Он вспоминает случай с одним мальчиком и птицей в своем дворе, когда ему было 11 лет. Он импульсивно выстрелил в спину мальчика из своего воздушного пистолета, в то время как мальчик целился  из собственного пистолета в птицу, сидящую на ветке в десяти сантиметрах от него. Бесстрашный охотник выронил свой пистолет и взвыл от боли. Это был первый урок Тони в «хорошем спорте». Его потянули в полицейский участок на длинную лекцию о том, что только трус стреляет в спину и, в конце концов, «это была только птица».

В тридцатые года для мальчика существовало много доступных приключений. Когда в 1937 году  открылся мост Голден Гейт — инженерное чудо века, — ЛаВей был одним из первых, кто прошелся  от одного конца до другого, когда перед открытием моста для автомобилей пешеходам было разрешено вволю нагуляться. ЛаВей вспоминает: «Я испытал необыкновенное чувство быть одним из первых людей, прошедших через Голден Гейт Бридж. Конечно, тогда было гораздо меньше людей, поэтому было интересно идти по той широкой полосе, где вскоре помчатся автомобили. Это было совершенно не похоже на то, когда  мост закрыли для проезда на несколько часов во время празднования 50-летия в 1987 году. Планировщики совсем не ожидали громадной толпы. 800 человек заполнили мост так густо, что не было видно дороги. Они выпрямили естественный изгиб свода. Веселое было бы празднование, если бы мост рухнул». Так как он жил со времени открытия моста, Антон намеренно проехал на своем Корде '37 через мост на 25-летний юбилей и ранним утром 50-летнего.

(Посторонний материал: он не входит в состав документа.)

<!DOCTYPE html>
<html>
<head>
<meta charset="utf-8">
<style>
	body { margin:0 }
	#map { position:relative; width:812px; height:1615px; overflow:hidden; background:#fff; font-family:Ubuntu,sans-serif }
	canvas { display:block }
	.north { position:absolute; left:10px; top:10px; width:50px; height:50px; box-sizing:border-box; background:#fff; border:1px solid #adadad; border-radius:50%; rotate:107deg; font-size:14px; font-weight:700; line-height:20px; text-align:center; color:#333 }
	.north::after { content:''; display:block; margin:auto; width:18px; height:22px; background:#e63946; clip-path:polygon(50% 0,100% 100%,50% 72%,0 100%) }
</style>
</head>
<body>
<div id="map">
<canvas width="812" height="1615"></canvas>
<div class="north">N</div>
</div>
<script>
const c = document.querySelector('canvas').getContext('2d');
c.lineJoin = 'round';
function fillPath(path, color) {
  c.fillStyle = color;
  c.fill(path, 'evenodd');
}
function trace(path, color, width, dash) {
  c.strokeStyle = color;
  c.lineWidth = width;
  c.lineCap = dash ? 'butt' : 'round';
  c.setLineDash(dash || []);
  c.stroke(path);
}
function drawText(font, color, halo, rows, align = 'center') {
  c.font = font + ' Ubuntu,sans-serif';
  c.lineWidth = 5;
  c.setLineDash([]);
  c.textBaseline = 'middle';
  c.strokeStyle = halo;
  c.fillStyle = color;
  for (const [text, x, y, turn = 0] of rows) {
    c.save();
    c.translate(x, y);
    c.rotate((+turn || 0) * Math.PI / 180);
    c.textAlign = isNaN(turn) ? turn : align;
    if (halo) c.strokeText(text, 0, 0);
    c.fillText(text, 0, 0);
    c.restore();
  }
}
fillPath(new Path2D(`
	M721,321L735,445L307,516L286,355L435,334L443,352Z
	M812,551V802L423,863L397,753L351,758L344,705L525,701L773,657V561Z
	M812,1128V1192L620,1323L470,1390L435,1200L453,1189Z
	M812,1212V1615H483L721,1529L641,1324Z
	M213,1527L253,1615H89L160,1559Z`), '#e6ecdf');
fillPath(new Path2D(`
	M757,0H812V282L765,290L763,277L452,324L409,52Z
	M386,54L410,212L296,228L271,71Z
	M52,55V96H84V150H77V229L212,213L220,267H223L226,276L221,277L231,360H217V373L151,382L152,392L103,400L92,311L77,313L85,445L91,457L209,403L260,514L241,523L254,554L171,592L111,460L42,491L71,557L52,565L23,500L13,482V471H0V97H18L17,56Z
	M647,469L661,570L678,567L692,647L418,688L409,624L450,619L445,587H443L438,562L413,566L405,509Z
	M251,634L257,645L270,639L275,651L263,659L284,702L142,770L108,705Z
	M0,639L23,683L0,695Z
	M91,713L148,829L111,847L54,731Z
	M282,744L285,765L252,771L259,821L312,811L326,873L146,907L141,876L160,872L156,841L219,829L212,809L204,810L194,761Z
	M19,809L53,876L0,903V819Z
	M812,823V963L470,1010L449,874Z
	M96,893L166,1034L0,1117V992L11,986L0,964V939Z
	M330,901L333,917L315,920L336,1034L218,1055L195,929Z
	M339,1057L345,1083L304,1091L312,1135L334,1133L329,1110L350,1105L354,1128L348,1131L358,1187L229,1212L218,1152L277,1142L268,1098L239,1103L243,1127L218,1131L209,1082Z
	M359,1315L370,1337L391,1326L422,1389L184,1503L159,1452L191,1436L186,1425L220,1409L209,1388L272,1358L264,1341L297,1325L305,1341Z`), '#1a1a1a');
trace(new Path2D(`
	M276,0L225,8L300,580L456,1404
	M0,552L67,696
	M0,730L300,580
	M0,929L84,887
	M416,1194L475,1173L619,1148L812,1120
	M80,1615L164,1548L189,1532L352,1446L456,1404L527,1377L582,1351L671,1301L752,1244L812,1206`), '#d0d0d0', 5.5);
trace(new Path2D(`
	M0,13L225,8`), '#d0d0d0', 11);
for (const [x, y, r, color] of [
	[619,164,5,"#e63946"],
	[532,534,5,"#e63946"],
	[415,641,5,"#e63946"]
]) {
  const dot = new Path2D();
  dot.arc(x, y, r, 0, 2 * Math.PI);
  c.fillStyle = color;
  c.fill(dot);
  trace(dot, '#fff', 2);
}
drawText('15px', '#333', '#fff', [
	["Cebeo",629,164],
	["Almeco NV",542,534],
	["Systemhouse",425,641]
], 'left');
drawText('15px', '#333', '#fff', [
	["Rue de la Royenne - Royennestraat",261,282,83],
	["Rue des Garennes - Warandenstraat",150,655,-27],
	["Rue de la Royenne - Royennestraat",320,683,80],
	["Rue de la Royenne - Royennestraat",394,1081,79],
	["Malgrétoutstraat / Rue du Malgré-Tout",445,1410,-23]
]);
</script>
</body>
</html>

Музыкальное образование Тони началось рано. Зайдя в музыкальный магазин в возрасте пяти лет, он пощипал арфу и проиграл простенькую мелодию (!), после этого случая его родители признали его музыкальный талант и помогали в его развитии. За время своей молодости ЛаВей научился играть на музыкальных инструментах, которые требуют специального обращения. Он понял разницу между игрой на тромбоне и кларнете, щипковом инструменте или том, где вы играете смычком. В результате он жаждал играть оркестровые аранжировки из нескольких инструментов, смешивания, как он слышал в своей голове.

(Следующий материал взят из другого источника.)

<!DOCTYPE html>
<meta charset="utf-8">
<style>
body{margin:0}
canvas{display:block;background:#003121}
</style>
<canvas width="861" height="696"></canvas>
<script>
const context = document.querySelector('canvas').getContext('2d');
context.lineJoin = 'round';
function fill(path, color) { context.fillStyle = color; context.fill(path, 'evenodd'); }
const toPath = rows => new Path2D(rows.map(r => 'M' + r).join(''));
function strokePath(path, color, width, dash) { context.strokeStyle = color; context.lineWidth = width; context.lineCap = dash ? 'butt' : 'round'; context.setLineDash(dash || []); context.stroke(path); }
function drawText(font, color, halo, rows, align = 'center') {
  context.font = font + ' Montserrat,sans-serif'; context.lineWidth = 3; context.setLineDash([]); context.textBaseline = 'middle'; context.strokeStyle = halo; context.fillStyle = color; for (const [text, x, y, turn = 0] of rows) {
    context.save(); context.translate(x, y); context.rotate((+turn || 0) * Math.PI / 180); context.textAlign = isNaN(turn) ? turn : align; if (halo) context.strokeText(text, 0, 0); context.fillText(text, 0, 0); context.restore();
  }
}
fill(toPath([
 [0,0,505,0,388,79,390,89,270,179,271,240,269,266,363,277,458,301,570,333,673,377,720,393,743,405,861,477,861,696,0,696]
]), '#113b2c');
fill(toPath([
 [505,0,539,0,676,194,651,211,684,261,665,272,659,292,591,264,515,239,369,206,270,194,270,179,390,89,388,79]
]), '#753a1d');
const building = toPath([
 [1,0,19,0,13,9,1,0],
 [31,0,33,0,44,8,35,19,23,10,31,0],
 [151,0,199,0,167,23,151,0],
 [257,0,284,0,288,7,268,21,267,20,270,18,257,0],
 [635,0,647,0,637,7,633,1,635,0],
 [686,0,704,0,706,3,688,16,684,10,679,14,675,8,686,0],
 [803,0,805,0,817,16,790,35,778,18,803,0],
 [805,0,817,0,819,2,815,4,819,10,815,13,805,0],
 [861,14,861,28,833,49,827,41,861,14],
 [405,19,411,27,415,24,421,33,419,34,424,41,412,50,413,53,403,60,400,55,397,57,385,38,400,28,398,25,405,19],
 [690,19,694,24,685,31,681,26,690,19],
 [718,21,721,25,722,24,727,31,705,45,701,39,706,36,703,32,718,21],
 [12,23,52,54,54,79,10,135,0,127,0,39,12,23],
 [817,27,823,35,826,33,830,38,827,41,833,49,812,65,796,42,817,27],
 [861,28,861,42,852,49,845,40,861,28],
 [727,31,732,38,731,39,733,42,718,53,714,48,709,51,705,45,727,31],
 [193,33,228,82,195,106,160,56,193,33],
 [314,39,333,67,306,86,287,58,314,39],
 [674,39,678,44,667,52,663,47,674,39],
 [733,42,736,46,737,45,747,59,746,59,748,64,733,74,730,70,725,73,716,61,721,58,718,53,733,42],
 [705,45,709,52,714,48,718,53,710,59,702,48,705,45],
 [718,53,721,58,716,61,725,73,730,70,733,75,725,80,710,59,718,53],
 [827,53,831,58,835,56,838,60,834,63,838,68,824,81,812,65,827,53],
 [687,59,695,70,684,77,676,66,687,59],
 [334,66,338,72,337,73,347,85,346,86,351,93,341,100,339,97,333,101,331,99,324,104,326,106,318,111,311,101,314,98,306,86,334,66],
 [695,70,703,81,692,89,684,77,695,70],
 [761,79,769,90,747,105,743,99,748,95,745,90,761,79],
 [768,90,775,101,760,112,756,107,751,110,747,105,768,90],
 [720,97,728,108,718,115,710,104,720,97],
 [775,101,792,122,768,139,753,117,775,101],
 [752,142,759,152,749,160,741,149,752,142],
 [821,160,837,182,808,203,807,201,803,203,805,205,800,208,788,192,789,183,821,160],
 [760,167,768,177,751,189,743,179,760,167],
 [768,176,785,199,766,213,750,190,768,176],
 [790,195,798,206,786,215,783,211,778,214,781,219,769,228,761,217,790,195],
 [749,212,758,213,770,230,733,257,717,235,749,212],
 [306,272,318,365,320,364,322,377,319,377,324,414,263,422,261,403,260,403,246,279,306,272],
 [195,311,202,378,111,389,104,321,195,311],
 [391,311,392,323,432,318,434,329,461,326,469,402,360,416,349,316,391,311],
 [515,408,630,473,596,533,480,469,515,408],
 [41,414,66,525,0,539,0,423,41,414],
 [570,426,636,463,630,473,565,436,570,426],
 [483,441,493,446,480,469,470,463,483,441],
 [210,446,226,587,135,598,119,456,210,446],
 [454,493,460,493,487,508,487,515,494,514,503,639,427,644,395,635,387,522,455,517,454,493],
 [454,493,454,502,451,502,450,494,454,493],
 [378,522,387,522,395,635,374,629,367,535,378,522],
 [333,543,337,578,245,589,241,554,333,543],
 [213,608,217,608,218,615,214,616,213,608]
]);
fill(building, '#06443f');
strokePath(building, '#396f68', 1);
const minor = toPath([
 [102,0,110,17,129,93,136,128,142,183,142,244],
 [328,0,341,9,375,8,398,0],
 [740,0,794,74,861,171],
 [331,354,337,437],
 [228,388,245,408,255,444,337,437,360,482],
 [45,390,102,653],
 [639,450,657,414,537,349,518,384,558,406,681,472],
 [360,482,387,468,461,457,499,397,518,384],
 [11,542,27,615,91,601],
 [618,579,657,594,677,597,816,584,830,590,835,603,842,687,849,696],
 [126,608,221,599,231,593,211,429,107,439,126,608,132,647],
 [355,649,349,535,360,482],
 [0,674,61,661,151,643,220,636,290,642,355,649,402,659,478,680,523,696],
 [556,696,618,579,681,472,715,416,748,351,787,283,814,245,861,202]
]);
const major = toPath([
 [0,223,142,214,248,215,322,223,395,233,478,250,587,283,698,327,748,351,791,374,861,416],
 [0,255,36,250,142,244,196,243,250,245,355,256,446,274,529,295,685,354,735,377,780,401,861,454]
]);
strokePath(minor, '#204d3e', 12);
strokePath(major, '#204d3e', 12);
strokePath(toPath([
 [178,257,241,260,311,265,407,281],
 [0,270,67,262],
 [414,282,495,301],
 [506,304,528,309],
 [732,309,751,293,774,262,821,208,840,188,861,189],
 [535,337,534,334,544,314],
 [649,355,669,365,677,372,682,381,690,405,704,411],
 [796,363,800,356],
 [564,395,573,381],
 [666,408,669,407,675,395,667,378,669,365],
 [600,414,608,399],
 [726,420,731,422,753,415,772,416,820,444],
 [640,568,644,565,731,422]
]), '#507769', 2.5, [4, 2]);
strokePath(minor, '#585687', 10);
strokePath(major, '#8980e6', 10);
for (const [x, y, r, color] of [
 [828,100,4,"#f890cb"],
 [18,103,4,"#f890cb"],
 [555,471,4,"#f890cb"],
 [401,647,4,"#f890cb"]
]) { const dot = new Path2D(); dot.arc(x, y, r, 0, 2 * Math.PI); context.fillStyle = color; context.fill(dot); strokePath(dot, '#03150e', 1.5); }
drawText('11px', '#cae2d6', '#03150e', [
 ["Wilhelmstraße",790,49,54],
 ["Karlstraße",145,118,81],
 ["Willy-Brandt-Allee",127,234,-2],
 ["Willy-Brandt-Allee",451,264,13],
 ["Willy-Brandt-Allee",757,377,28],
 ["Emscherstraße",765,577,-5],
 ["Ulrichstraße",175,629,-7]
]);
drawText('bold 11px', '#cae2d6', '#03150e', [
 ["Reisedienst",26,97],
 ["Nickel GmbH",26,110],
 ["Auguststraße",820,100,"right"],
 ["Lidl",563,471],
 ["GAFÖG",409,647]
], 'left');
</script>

Привлекаемый возможностями и универсальностью клавишных инструментов, Тони научился играть на фортепиано имитацию  других инструментов. Он испробовал  многие музыкальные инструменты, чтобы ознакомиться с их звучанием, и сегодня может взять любой  инструмент и поиграть на нем. «Особенностью современных синтезаторов является то, что в первую очередь вы должны знать, как играть на акустических инструментах — говорит ЛаВей. — Затем, овладев техникой,  можно вспомнить и воссоздать их на клавиатуре». Даже будучи ребенком и играючи на скрипке, Тони очень повезло иметь учителя, у которого находилось время  выписывать для него оркестровые аранжировки. «Я помню, он выписал всю схему для «Славянского марша» Чайковского, чтобы я смог сыграть это на скрипке». Изумительно играя на  басовом барабане (фрагмент с пушками) для увертюры к «1812 году» Чайковского в возрасте девяти лет, ЛаВей вскоре стал вторым гобоистом балетного симфонического оркестра Сан-Франциско, когда ему было 15. «Мне просто нравилось звучание инструмента». Он некоторое время ходил от двери к двери и обучал игре на аккордеоне, когда этот инструмент был очень популярным среди родителей для «поощрения»  мальчиков к учебе. Хотя он едва владел этим инструментом  вначале, ЛаВей опережал своих студентов приблизительно на неделю, но все равно был способен обучать их.  «Когда я подавал заявление на работу, этот парень протянул мне аккордеон и чудом я выбрал «Sorrento», которое оказалось его любимым номером. К уроку номер шесть, я прорывался через  «Танец  сабель» и разрывал гармошку грохотом «Леди Испании». Почти как Дик Контино».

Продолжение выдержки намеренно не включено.